What is being asked
Using the records below, filter out every line that lacks "building" and copy the rest.

Stored data entries
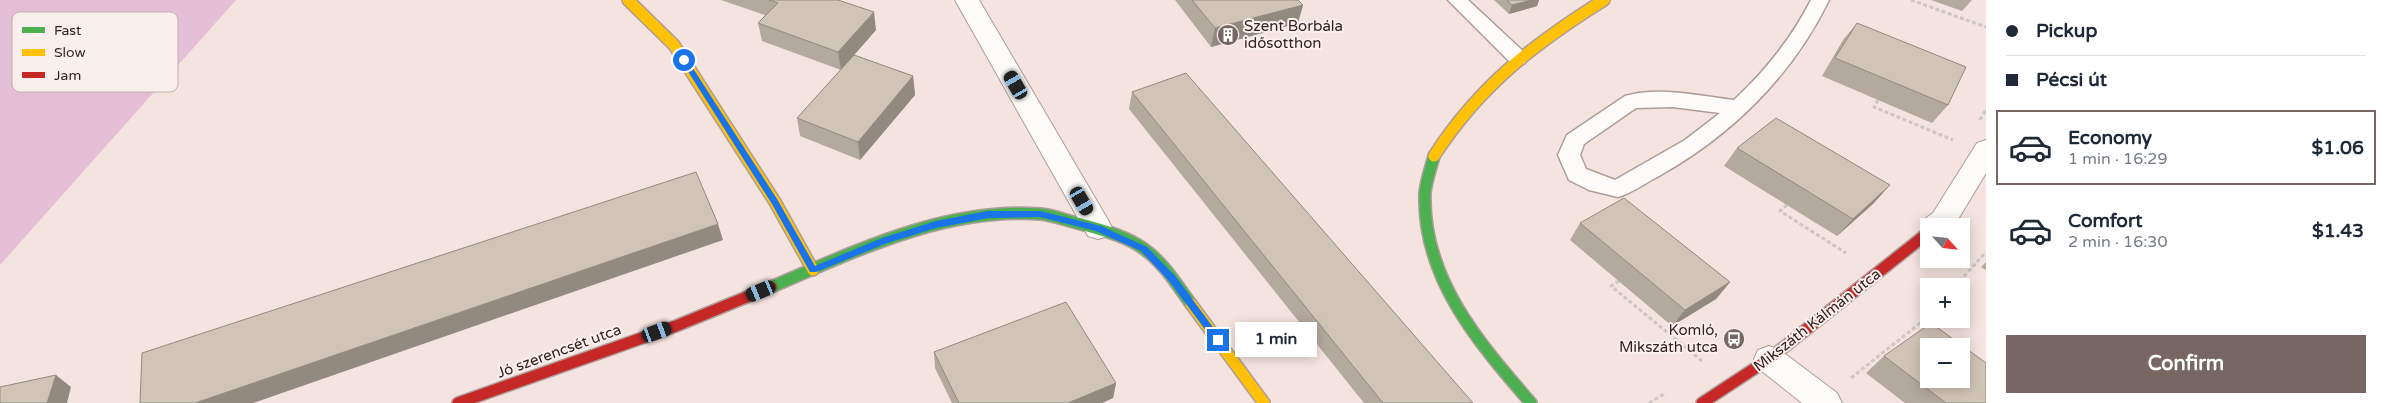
<!DOCTYPE html>
<meta charset="utf-8">
<style>
body{margin:0;font-family:"Varela Round",sans-serif;background:#f6f6f7;color:#1f2937;height:100vh;display:flex;flex-direction:column;font-size:19px;white-space:nowrap}
*{box-sizing:border-box;margin:0}
p{font-size:16px;color:#747a83}
.icon{flex:none;width:28px;height:28px;fill:none;stroke:currentColor;stroke-width:2;stroke-linecap:round;stroke-linejoin:round}
.map{position:relative;flex:1;overflow:hidden}
.drawer{display:flex;flex-direction:column;background:#fff;width:400px}
.drawer>*{flex:none}
.hud{display:grid;align-content:center;height:110px;padding:0 20px;background:#fff}
.needle{width:32px;rotate:117deg}
.buttons{position:absolute;left:1920px;top:218px;display:grid;gap:10px}
.buttons a{display:grid;place-items:center;width:50px;height:50px;border-radius:0px;background:#fff;box-shadow:0 2px 12px #0003;font-size:25px}
.end{position:absolute;width:22px;height:22px;margin:-11px;border:6px solid #1a73e8;background:#fff;box-shadow:0 0 0 2px #fff}
.from{border-radius:50%}
.bubble{position:absolute;height:35px;border-radius:0px;background:#fff;box-shadow:0 2px 12px #0003;font-size:16px;font-weight:700;line-height:35px;text-align:center}
.car{position:absolute;width:15px;height:30px;margin:-15px -8px;border-radius:6px;box-shadow:0 0 4px 1px #0007;background:linear-gradient(#222 24%,#8ab4d8 0 40%,#222 0 76%,#8ab4d8 0 86%,#222 0)}
.hud b{display:flex;align-items:center;gap:18px;height:48px;font-size:19px}
.hud b+b{border-top:1px solid #e0e1e3}
.hud i{width:12px;height:12px;background:#1f2937}
ul{padding:0;list-style:none}
li{display:flex;align-items:center;gap:15px;height:75px;margin:0 10px 8px;padding:0 10px;border:2px solid transparent;border-radius:0px}
li div{flex:1}
li b{display:block;font-size:19px}
li em{font-style:normal;font-weight:700}
li.on{border-color:#786662}
li>.icon{width:45px;height:45px;stroke-width:1.5}
.button{display:flex;gap:10px;margin-top:auto;padding:10px 20px}
.button a{flex:1;height:58px;border-radius:0px;background:#786662;color:#fff;font-size:20px;font-weight:700;line-height:58px;text-align:center}
main{display:flex;flex:1;min-height:0}
.map>svg:first-child{display:block}
.forest{fill:#e4bfd6}
.lines{fill:none;stroke-linecap:round;stroke-linejoin:round}
.lane-casing{stroke:#ae9e9a;stroke-width:3}
.street-casing{stroke:#ae9e9a;stroke-width:2}
.fast-casing{stroke:#ae9e9a;stroke-width:14}
.slow-casing{stroke:#ae9e9a;stroke-width:14}
.jam-casing{stroke:#ae9e9a;stroke-width:14}
.path{stroke:#ccc6c5;stroke-width:3;stroke-dasharray:4 2.5;stroke-linecap:butt}
.lane{fill:#fdfbfa;fill-rule:evenodd}
.street{fill:#fdfbfa;fill-rule:evenodd}
.fast{stroke:#4caf50;stroke-width:11}
.slow{stroke:#ffc107;stroke-width:11}
.jam{stroke:#c62828;stroke-width:11}
.wall{fill:#b3a99d}
.shaded-wall{fill:#92897f}
.building{fill:#d0c4b6;stroke:#92897f;fill-rule:evenodd}
.route{fill:#1a73e8}
.labels{text-anchor:middle;dominant-baseline:central;stroke-width:4;stroke-linejoin:round;paint-order:stroke}
.poi-label{font-size:15px;fill:#36221f;stroke:#faefed;text-anchor:start}
.street-label{font-size:15px;fill:#36221f;stroke:#faefed}
.key{fill:#faefed;stroke:#bfb2af;stroke-width:1}
.key-label{font-size:14px;fill:#36221f}
</style>
<main>
<div class="map">
<svg width="1986" height="403" viewBox="0 0 1986 403">
<rect width="100%" height="100%" fill="#f4e3df"/>
<!-- forest -->
<path class="forest" d="M0,0H236L0,265Z"/>
<g class="lines">
<!-- lane casing -->
<g class="lane-casing">
<path id="lane" d="M1448,0H1468L1525,53L1528,58L1525,63L1518,65L1511,63Z
M1811,0H1829C1792,76 1732,135 1659,176C1645,183 1632,193 1618,197L1589,190L1569,180L1558,155L1567,135L1625,96C1659,86 1700,96 1734,100C1766,70 1791,39 1811,0ZM1673,107L1720,113L1685,140L1615,180L1586,169L1580,155L1584,144L1636,108Z"/>
</g>
<!-- street casing -->
<g class="street-casing">
<path id="street" d="M955,0H979L1108,220L1112,228L1108,236L1098,239L1088,236Z
M1986,140V173L1954,226H1929V234H1926L1922,226L1926,218L1933,213L1977,143Z
M1769,346L1780,350L1837,393L1842,403H1802L1758,368L1754,359L1758,350Z"/>
</g>
<!-- fast casing -->
<g class="fast-casing">
<path id="fast" d="M1434,156C1431,168 1426,181 1425,193C1422,278 1479,343 1531,403
M771,287C856,251 945,207 1040,214C1054,215 1067,221 1081,224C1102,230 1126,236 1144,249C1164,263 1177,285 1191,304"/>
</g>
<!-- slow casing -->
<g class="slow-casing">
<path id="slow" d="M628,0L674,45L775,202L813,270
M1434,156C1479,86 1535,43 1604,0
M1191,304L1264,403"/>
</g>
<!-- jam casing -->
<g class="jam-casing">
<path id="jam" d="M458,403L676,326L771,287
M1702,403L1769,359L1929,232"/>
</g>
<!-- path -->
<path class="path" d="M1911,0L1986,27
M1878,100L1874,107L1953,140
M1980,120L1986,109
M1787,205L1780,211L1846,253
M1619,281L1611,286L1702,361
M1955,286L1986,252
M1851,378L1929,316
M1649,403L1666,393"/>
<!-- lane -->
<use href="#lane" class="lane"/>
<!-- street -->
<use href="#street" class="street"/>
<!-- fast -->
<use href="#fast" class="fast"/>
<!-- slow -->
<use href="#slow" class="slow"/>
<!-- jam -->
<use href="#jam" class="jam"/>
</g>
<!-- wall -->
<path class="wall" d="M721,0H838L876,30L854,55L913,76L915,95L860,160L800,136L797,118L841,70L762,41L758,23L765,15Z
M1175,0H1298L1303,5L1298,23L1211,47Z
M1494,0H1539L1537,6L1509,14Z
M1931,0H1972L1962,11Z
M1857,23L1948,105L1932,123L1822,76L1843,40Z
M1132,92L1473,403H1364L1129,109Z
M1737,148L1874,203L1837,236L1724,166Z
M1580,223L1730,282L1716,299L1672,326L1570,240Z
M1986,262V270L1981,267Z
M934,352L1116,383L1113,398L1102,403H952L935,368Z
M1884,356L1986,403H1905L1866,373Z"/>
<!-- shaded-wall -->
<path class="shaded-wall" d="M1532,0H1539L1537,6L1509,14L1512,5Z
M1303,5L1298,23L1211,47L1215,28Z
M874,12L876,30L841,70L838,52Z
M913,76L915,95L860,160L858,142Z
M1890,185L1874,203L1837,236L1853,219Z
M718,224L723,240L253,403H195Z
M1730,282L1716,299L1672,326L1685,310Z
M56,375L71,387L67,403H47Z
M1116,383L1113,398L1102,403H1068Z"/>
<!-- building -->
<path class="building" d="M769,0H838L874,12L838,52L758,23L778,3Z
M1192,0H1298L1303,5L1215,28Z
M1507,0H1532L1512,5Z
M1857,23L1966,67L1948,105L1835,58Z
M854,55L913,76L858,142L797,118Z
M1186,73L1473,403H1383L1132,92Z
M1776,118L1890,185L1853,219L1737,148Z
M696,172L718,224L195,403H140L142,353Z
M1624,198L1730,282L1685,310L1580,223Z
M1066,302L1116,383L1068,403H959L934,352Z
M1931,323L1986,363V403H1946L1884,356ZM1929,346H1961V379H1929Z
M56,375L47,403H0V387Z"/>
<!-- route -->
<path class="route" d="M682,59H687L777,199L815,266L882,238L936,221L988,211H1040L1101,226L1147,247L1176,277L1221,338V343H1215L1170,282L1141,251L1096,231L1040,217L988,218L936,228L887,243L816,272H810L772,204L682,62Z"/>
<!-- icons -->
<defs>
<g id="building-disc" transform="scale(1.125)"><circle r="9.5" fill="#786662" stroke="#faefed"/><path d="M-4-6H4V6H1V3H-1V6H-4ZM-2.5-4.3h1.7v1.8h-1.7ZM.8-4.3h1.7v1.8H.8ZM-2.5-1h1.7V.8h-1.7ZM.8-1h1.7V.8H.8Z" fill="#fff"/></g>
<g id="bus-disc" transform="scale(1.125)"><circle r="9.5" fill="#786662" stroke="#faefed"/><path d="M-5-6H5V4H4V6H2V4H-2V6H-4V4H-5ZM-3.5-4V0h7V-4ZM-3.5 1.2v1.5H-2V1.2ZM2 1.2v1.5H3.5V1.2Z" fill="#fff"/></g>
</defs>
<g fill-rule="evenodd">
<use href="#building-disc" x="1228" y="35"/>
<use href="#bus-disc" x="1734" y="339"/>
</g>
<g class="labels">
<!-- poi labels -->
<g class="poi-label">
<text x="1244" y="26">Szent Borbála<tspan x="1244" dy="17">idősotthon</tspan></text>
<text x="1718" y="330" text-anchor="end">Komló,<tspan x="1718" dy="17">Mikszáth utca</tspan></text>
</g>
<!-- street labels -->
<g class="street-label">
<text transform="translate(1817 320) rotate(-38)">Mikszáth Kálmán utca</text>
<text transform="translate(559 351) rotate(-20)">Jó szerencsét utca</text>
</g>
</g>
<!-- legend -->
<rect x="12" y="12" width="166" height="80" rx="8" class="key"/>
<rect x="22" y="27" width="23" height="6" fill="#4caf50"/>
<rect x="22" y="49" width="23" height="7" fill="#ffc107"/>
<rect x="22" y="72" width="23" height="6" fill="#c62828"/>
<g class="key-label">
<text x="54" y="35">Fast</text>
<text x="54" y="57">Slow</text>
<text x="54" y="80">Jam</text>
</g>
</svg>
<div class="buttons">
<a><svg class="needle" viewBox="-14 -14 28 28"><path d="M0-13l5 13h-10z" fill="#e53935"/><path d="M0 13l5-13h-10z" fill="#747a83"/></svg></a>
<a>+</a>
<a>−</a>
</div>
<i class="end from" style="left:684px;top:60px"></i>
<i class="end" style="left:1218px;top:340px"></i>
<div class="bubble" style="left:1235px;top:322px;width:82px">1 min</div>
<i class="car" style="left:1016px;top:85px;rotate:330deg"></i>
<i class="car" style="left:1082px;top:201px;rotate:150deg"></i>
<i class="car" style="left:761px;top:291px;rotate:248deg"></i>
<i class="car" style="left:657px;top:332px;rotate:70deg"></i>
</div>
<section class="drawer">
<div class="hud">
<b><i class="from"></i>Pickup</b>
<b><i></i>Pécsi út</b>
</div>
<ul>
<li class="on"><svg class="icon" aria-label="car" viewBox="0 0 24 24"><path d="M5 17H2v-5l4-1 3-4h7l3 4 3 1v5h-3M9 17h6M6 11h13"/><circle cx="7" cy="17" r="2"/><circle cx="17" cy="17" r="2"/></svg><div><b>Economy</b><p>1 min · 16:29</p></div><em>$1.06</em></li>
<li><svg class="icon" aria-label="car" viewBox="0 0 24 24"><path d="M5 17H2v-5l4-1 3-4h7l3 4 3 1v5h-3M9 17h6M6 11h13"/><circle cx="7" cy="17" r="2"/><circle cx="17" cy="17" r="2"/></svg><div><b>Comfort</b><p>2 min · 16:30</p></div><em>$1.43</em></li>
</ul>
<div class="button"><a>Confirm</a></div>
</section>
</main>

Written solution
.building{fill:#d0c4b6;stroke:#92897f;fill-rule:evenodd}
<!-- building -->
<path class="building" d="M769,0H838L874,12L838,52L758,23L778,3Z
<g id="building-disc" transform="scale(1.125)"><circle r="9.5" fill="#786662" stroke="#faefed"/><path d="M-4-6H4V6H1V3H-1V6H-4ZM-2.5-4.3h1.7v1.8h-1.7ZM.8-4.3h1.7v1.8H.8ZM-2.5-1h1.7V.8h-1.7ZM.8-1h1.7V.8H.8Z" fill="#fff"/></g>
<use href="#building-disc" x="1228" y="35"/>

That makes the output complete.